Canadian Natural Resources Ltd. has been leaking bitumen to the surface at one of its oil sands sites since last May. In November, the company's president called the problem "totally solvable."
CNRL this week has another chance to explain to investors and analysts how much progress it has made with the troublesome leaks.
The company reports its fourth-quarter earnings Thursday, and the spills at part of its Primrose oil sands project, as well as a recent $3.1-billion acquisition of natural gas assets, will likely be discussed in its conference call.
In addition to the surface leaks, CNRL in January had an underground spill, releasing 27,000 litres of crude.
"[CNRL] continues to work with the Alberta Energy Regulator to resolve the root cause of bitumen emulsion releases, and remains confident that they revolve around mechanical failures in the vertical sections of certain wellbores, as opposed to cap rock issues," Greg Pardy, an analyst at RBC Capital Markets, said in a note previewing the company's results.
The Calgary-based energy company, which is noted for its strong balance sheet, will also have the chance to further elaborate on its plans for the natural gas assets it agreed to buy from Devon Energy Corp. in the middle of February.

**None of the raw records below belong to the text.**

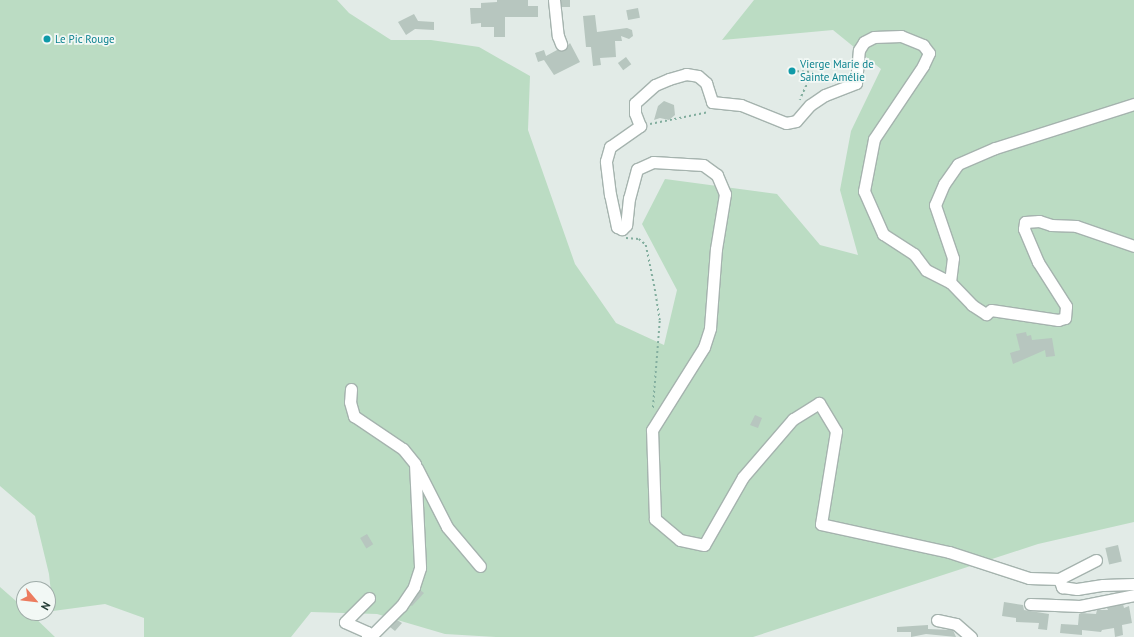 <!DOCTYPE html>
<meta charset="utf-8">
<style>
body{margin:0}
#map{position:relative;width:1134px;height:637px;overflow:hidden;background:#e2ebe7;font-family:"PT Sans",sans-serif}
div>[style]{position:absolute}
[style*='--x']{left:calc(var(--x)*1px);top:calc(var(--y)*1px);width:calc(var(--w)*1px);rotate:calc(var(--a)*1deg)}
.green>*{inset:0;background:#bbdcc3}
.building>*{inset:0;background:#b7c6bf;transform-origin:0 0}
.path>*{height:1.5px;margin-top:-0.75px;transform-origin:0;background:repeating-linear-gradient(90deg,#83ae9f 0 2px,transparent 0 5px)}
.roads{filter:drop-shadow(1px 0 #a5b3ae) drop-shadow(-1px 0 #a5b3ae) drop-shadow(0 1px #a5b3ae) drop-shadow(0 -1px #a5b3ae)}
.minor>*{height:11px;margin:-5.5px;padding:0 5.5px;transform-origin:5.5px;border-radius:5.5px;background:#fff}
.dots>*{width:11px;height:11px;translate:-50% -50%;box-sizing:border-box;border:2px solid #f2f8f5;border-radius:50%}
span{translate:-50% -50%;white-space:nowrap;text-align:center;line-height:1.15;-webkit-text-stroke:3.5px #f2f8f5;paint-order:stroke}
.culture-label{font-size:11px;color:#0d838f}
.left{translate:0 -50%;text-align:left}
.north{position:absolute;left:16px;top:581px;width:40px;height:40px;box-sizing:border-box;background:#f2f8f5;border:1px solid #9faca8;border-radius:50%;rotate:118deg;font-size:11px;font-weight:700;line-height:16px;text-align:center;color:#223b34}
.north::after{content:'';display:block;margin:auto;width:14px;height:18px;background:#ec7c5f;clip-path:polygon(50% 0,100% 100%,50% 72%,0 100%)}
</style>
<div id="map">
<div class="green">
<i style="clip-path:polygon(0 0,337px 0,349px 13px,391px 40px,431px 40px,479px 47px,530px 76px,528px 130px,575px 264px,616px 323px,664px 345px,677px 290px,642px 224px,665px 179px,777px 194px,820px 245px,858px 255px,840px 190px,851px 131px,881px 69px,833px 30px,722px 40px,754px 0,1134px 0,1134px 522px,1038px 544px,753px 637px,496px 637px,445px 634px,377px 614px,311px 612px,291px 637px,144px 637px,144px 618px,105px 604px,53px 611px,49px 574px,35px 516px,0 486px)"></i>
<i style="clip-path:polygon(0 587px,24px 608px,24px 613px,30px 613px,55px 637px,0 637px)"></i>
</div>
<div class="building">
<i style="clip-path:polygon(497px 0,528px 0,528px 6px,538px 6px,538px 17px,505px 17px,505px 37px,494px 37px,494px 27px,481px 27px,481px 23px,471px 24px,470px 8px,481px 8px,481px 3px,497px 2px)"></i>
<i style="left:561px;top:0;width:9px;height:7px"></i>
<i style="left:638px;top:8px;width:10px;height:12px;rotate:79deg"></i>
<i style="clip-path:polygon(414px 14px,418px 21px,434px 22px,434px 30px,415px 29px,406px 35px,398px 22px)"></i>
<i style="clip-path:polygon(595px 15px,597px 32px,627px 28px,632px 30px,633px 36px,629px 39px,621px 36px,622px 41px,615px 41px,616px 57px,600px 58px,601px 65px,593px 66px,591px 47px,586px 47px,583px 16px)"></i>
<i style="clip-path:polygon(570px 43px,580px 62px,554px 75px,544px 60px,538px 62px,535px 53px,544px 50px,546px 56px,557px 50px,564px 50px)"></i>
<i style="left:626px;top:57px;width:9px;height:10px;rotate:54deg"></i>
<i style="clip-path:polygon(664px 101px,674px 105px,675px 115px,669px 120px,660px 118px,654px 120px,658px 106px)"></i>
<i style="clip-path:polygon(1026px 332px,1027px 336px,1031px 335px,1032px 340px,1052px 338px,1055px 356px,1046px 357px,1045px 350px,1013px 364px,1010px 353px,1020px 350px,1016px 334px)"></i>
<i style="clip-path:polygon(755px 415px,762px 418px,758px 428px,750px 425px)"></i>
<i style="left:367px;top:534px;width:12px;height:8px;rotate:59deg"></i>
<i style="left:1118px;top:545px;width:17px;height:13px;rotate:77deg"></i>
<i style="clip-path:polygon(420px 590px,424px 593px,412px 606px,410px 605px)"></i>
<i style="clip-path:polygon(1004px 602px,1023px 605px,1024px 610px,1049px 614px,1047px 630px,1038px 629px,1039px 623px,1016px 622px,1016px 618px,1002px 616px)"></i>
<i style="clip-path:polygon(1123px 604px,1124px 608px,1129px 606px,1132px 623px,1122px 625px,1123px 635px,1115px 637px,1114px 628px,1102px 630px,1101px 632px,1082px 630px,1082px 635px,1060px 633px,1061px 624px,1078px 625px,1079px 614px,1081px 613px,1096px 614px,1097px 610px,1108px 610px,1107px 608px)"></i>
<i style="clip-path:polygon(397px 620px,402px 623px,395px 631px,390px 627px)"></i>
<i style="clip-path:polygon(928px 625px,928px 629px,953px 630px,956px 637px,926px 634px,911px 637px,911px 632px,897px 632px,897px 627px)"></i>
</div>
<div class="path">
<i style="--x:792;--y:71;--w:21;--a:3"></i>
<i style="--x:813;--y:72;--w:31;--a:115"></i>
<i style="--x:650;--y:124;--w:60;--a:-11.5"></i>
<i style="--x:626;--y:238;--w:13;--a:4"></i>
<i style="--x:639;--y:239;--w:9;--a:41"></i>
<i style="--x:646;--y:245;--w:45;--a:78.4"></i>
<i style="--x:655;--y:289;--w:32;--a:81"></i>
<i style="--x:660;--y:321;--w:88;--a:94.5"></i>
</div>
<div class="roads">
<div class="minor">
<i style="--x:554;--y:0;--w:36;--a:84"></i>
<i style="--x:558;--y:36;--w:9;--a:69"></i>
<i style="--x:950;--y:282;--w:32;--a:46"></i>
<i style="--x:972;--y:305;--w:17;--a:33"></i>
<i style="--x:986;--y:314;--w:6;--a:-39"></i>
<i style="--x:991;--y:310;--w:68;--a:8.5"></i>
<i style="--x:1058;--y:320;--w:7;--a:-16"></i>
<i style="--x:1065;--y:318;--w:12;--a:-85"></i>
<i style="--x:1066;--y:306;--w:52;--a:-122.5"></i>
<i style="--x:1038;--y:262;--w:36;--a:-113"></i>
<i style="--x:1024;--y:229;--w:7;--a:-82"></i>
<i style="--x:1025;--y:222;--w:14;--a:-4"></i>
<i style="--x:1039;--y:221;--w:13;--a:18"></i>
<i style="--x:1051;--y:225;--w:25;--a:2"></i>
<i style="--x:1076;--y:226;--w:61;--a:19"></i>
<i style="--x:351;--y:389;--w:13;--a:94"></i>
<i style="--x:350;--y:402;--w:15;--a:74"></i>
<i style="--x:354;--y:416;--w:59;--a:34"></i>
<i style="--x:403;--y:449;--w:19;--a:51"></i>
<i style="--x:415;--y:464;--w:104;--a:87.2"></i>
<i style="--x:420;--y:568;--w:20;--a:108"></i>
<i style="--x:414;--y:587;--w:23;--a:124"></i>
<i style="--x:401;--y:606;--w:44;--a:135"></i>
<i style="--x:417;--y:468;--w:66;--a:63"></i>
<i style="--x:447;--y:527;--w:51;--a:49.8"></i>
<i style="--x:1096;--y:560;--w:42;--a:152.8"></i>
<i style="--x:1059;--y:579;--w:9;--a:69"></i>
<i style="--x:1062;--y:587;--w:15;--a:8"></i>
<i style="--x:1077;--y:589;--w:26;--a:-9"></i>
<i style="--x:1103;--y:585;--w:31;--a:-2"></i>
<i style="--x:1059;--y:579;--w:30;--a:-178"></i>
<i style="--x:1029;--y:578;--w:84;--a:-162"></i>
<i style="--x:949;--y:552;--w:131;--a:-167.7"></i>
<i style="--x:821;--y:524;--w:94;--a:-80.8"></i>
<i style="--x:836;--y:431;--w:33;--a:-121"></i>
<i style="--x:819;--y:403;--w:31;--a:148"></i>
<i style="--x:793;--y:419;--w:77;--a:130.8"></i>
<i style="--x:743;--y:477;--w:78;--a:119.8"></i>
<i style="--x:704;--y:545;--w:25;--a:-168"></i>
<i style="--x:680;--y:540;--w:33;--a:-140"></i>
<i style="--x:655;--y:519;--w:89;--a:-91.9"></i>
<i style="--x:652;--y:430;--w:98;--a:-57.9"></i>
<i style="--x:704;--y:347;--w:20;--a:-72"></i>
<i style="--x:710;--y:328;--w:79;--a:-85.7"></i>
<i style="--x:716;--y:249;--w:56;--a:-80.7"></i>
<i style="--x:725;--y:194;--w:21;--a:-113"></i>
<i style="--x:717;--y:175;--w:17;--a:-144"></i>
<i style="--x:703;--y:165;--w:50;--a:-176.6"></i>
<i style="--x:653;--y:162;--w:17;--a:156"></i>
<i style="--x:637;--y:169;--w:30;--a:105"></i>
<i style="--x:629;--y:198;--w:27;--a:96"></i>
<i style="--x:626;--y:225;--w:6;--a:135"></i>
<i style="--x:622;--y:229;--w:5;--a:-158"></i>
<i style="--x:617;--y:227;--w:33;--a:-102"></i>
<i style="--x:610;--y:195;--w:34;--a:-97"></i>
<i style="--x:606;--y:161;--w:15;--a:-74"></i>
<i style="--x:610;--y:147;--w:37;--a:-35"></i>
<i style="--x:640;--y:126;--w:14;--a:-111"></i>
<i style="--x:635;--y:113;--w:10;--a:-90"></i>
<i style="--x:635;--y:103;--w:27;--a:-42"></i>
<i style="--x:655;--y:85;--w:15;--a:-23"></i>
<i style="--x:669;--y:79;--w:18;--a:-16"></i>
<i style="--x:686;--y:74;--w:12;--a:9"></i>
<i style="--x:698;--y:76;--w:11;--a:41"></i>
<i style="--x:706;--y:83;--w:20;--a:72"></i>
<i style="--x:712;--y:102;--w:29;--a:6"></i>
<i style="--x:741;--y:105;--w:48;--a:21.8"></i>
<i style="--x:786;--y:123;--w:10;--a:-11"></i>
<i style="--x:796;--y:121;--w:21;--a:-49"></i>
<i style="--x:810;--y:105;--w:18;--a:-34"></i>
<i style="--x:825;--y:95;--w:33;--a:-21"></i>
<i style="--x:856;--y:83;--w:33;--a:-85"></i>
<i style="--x:859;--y:50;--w:9;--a:-58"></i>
<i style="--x:864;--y:42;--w:11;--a:-27"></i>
<i style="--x:874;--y:37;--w:27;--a:-2"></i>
<i style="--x:901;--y:36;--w:24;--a:22"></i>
<i style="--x:923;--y:45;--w:10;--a:53"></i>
<i style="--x:929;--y:53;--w:14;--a:115"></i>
<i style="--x:923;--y:66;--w:88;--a:123.9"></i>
<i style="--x:874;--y:139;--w:53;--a:100.9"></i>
<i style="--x:864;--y:191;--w:47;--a:66.2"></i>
<i style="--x:883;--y:234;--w:37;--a:33"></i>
<i style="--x:914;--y:254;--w:20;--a:53"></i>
<i style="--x:926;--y:270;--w:27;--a:27"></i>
<i style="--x:950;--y:282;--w:24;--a:-83"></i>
<i style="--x:953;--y:258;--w:56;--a:-108.8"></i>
<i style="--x:935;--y:205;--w:23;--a:-67"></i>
<i style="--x:944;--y:184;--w:24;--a:-55"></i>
<i style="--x:958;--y:164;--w:40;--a:-23.4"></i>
<i style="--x:995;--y:148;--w:146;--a:-17.6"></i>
<i style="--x:1030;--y:604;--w:50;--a:2.3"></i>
<i style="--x:1080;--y:606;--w:55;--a:-11.5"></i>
<i style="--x:937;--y:620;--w:19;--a:12"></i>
<i style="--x:956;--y:624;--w:20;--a:41"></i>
<i style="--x:367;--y:637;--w:5;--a:-90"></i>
<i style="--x:367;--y:632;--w:24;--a:-156"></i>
<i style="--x:345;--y:622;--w:34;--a:-45"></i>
</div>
</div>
<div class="dots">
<i style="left:47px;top:39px;background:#0f9aa8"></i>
<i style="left:792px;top:71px;background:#0f9aa8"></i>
</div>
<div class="culture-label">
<span class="left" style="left:55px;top:39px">Le Pic Rouge</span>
<span class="left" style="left:800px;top:71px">Vierge Marie de<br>Sainte Amélie</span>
</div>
<div class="north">N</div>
</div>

CNRL hosted a conference call following the announcement, but now that analysts and investors have had time to digest the news, the quarterly conference call gives them a chance to dig deeper.
Some of the new assets include a royalty revenue stream expected to bring in $75-million in cash flow this year.
CNRL "is reviewing options to combine this with its existing royalty revenue portfolio and potentially sell/spin-out this cash flow stream into a public entity," Mr. Pardy noted. (Encana Corp., the natural gas giant, is also planning to spin assets into a new company this year.)
Mr. Pardy predicts CNRL will post cash flow per share of $1.65. His peers are more bullish, with the Street's consensus ringing in at $1.73, according to Mr. Pardy.
The market uses cash flow as a measure to gauge how well companies can finance their growth.